Your goal: Nothing but the lines from the start of the records below through the line that has "Annotation task. Serialize" should appear, each exactly as given.

Entries supplied:
********

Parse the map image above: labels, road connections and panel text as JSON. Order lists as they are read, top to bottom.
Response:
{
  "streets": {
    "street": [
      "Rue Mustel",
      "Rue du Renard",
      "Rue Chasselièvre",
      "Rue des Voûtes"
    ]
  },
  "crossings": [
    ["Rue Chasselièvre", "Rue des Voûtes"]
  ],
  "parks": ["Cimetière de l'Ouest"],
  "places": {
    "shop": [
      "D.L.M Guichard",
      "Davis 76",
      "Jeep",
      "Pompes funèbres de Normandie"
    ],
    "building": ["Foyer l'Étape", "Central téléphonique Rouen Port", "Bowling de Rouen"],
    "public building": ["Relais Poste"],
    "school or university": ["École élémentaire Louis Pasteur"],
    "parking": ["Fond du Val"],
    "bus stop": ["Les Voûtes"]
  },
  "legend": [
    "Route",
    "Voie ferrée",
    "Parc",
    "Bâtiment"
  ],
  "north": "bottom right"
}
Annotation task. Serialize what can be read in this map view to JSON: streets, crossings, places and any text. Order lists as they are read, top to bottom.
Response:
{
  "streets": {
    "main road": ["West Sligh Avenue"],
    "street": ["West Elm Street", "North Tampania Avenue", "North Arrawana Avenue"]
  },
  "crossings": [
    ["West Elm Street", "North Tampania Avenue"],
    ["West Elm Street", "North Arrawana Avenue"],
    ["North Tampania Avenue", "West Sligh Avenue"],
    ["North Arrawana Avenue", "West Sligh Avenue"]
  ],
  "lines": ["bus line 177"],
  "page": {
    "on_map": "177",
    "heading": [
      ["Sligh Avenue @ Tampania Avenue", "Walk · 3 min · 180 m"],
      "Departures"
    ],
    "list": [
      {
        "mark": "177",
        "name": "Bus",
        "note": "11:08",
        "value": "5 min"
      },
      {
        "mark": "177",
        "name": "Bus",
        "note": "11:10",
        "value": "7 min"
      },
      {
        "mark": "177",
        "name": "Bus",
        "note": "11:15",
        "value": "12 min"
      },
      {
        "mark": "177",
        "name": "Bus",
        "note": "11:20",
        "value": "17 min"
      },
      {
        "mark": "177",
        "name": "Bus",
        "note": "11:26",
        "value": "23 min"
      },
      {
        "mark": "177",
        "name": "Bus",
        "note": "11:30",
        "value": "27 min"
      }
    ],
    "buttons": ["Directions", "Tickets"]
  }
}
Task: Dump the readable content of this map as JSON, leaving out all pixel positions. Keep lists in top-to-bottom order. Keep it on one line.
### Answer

********

Task output:
Parse the map image above: labels, road connections and panel text as JSON. Order lists as they are read, top to bottom.
Response:
{
  "streets": {
    "street": [
      "Rue Mustel",
      "Rue du Renard",
      "Rue Chasselièvre",
      "Rue des Voûtes"
    ]
  },
  "crossings": [
    ["Rue Chasselièvre", "Rue des Voûtes"]
  ],
  "parks": ["Cimetière de l'Ouest"],
  "places": {
    "shop": [
      "D.L.M Guichard",
      "Davis 76",
      "Jeep",
      "Pompes funèbres de Normandie"
    ],
    "building": ["Foyer l'Étape", "Central téléphonique Rouen Port", "Bowling de Rouen"],
    "public building": ["Relais Poste"],
    "school or university": ["École élémentaire Louis Pasteur"],
    "parking": ["Fond du Val"],
    "bus stop": ["Les Voûtes"]
  },
  "legend": [
    "Route",
    "Voie ferrée",
    "Parc",
    "Bâtiment"
  ],
  "north": "bottom right"
}
Annotation task. Serialize what can be read in this map view to JSON: streets, crossings, places and any text. Order lists as they are read, top to bottom.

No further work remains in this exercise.